WORK INSTRUCTIONS: Tally the lines in the listing below that hold the string "JSON", and reply with that tally alone.

RAW DATA:
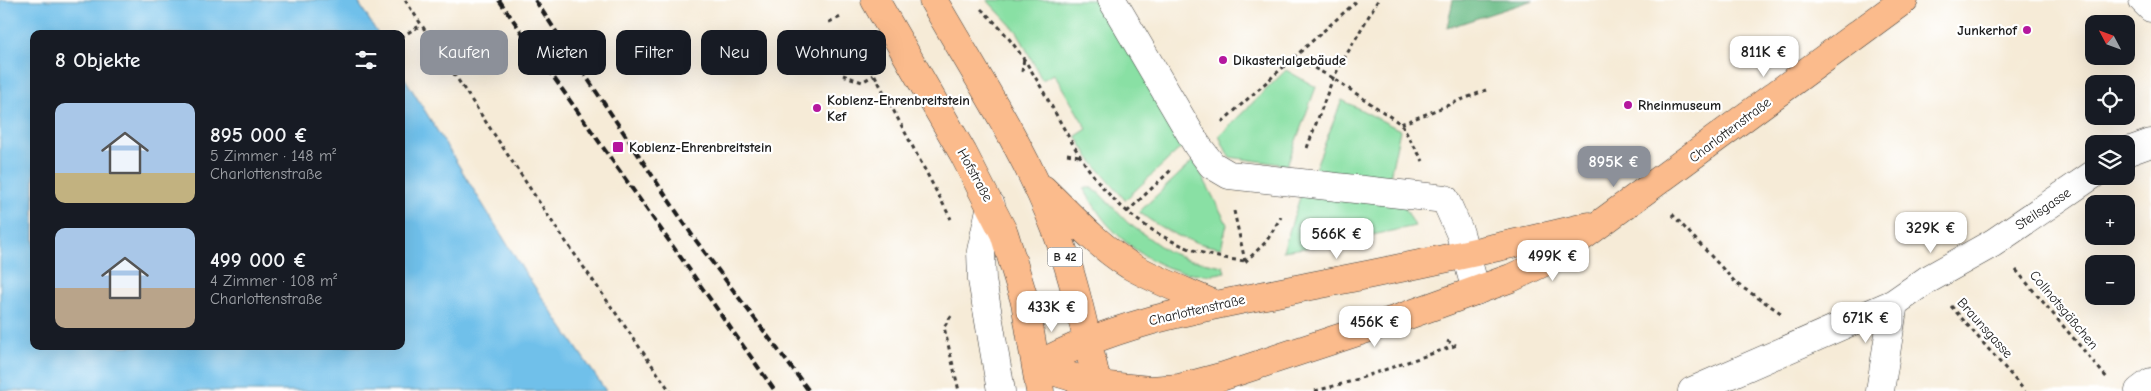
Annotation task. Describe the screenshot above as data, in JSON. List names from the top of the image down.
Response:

* * *

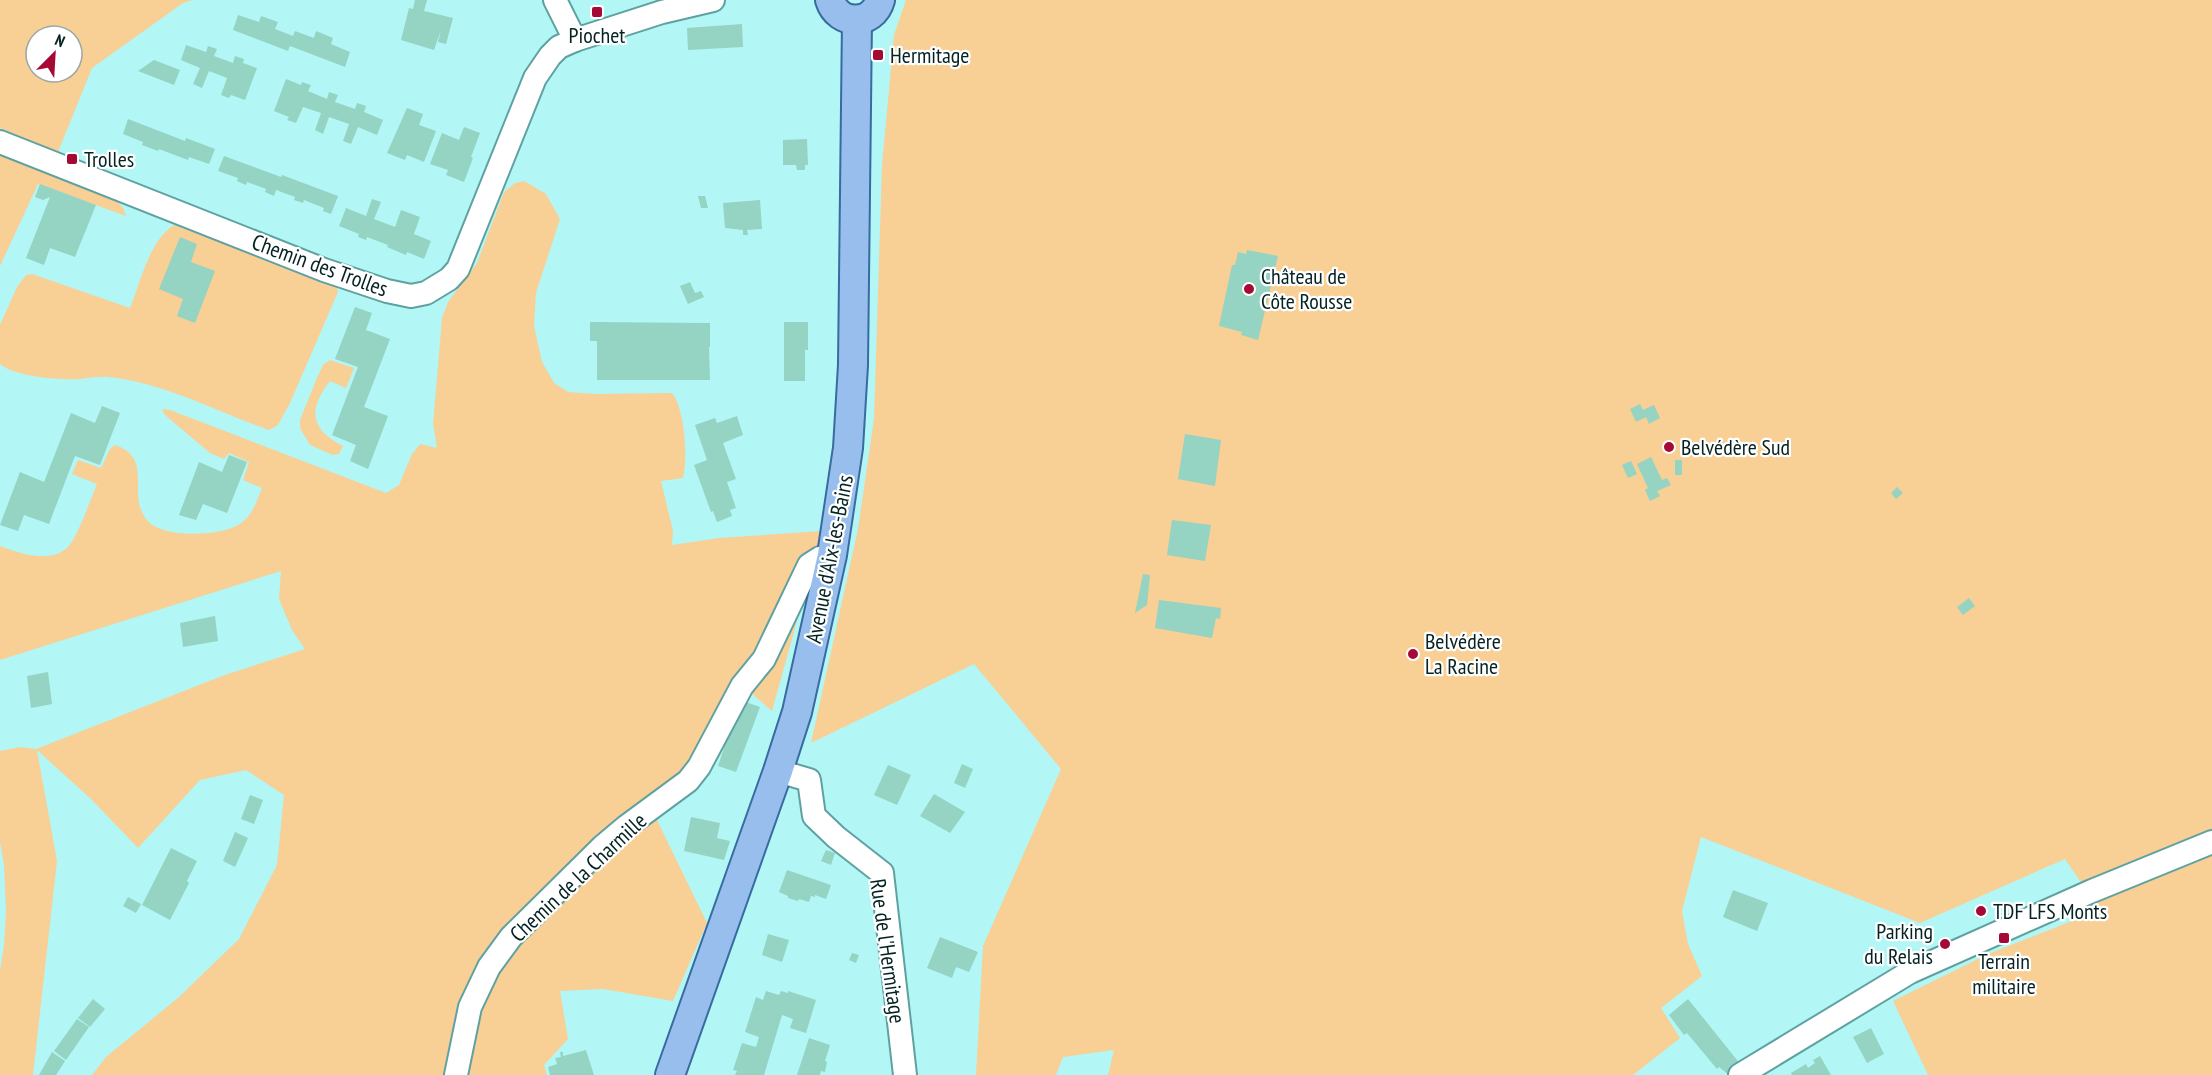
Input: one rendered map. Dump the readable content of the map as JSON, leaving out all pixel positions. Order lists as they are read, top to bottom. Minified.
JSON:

EXPECTED ANSWER: 3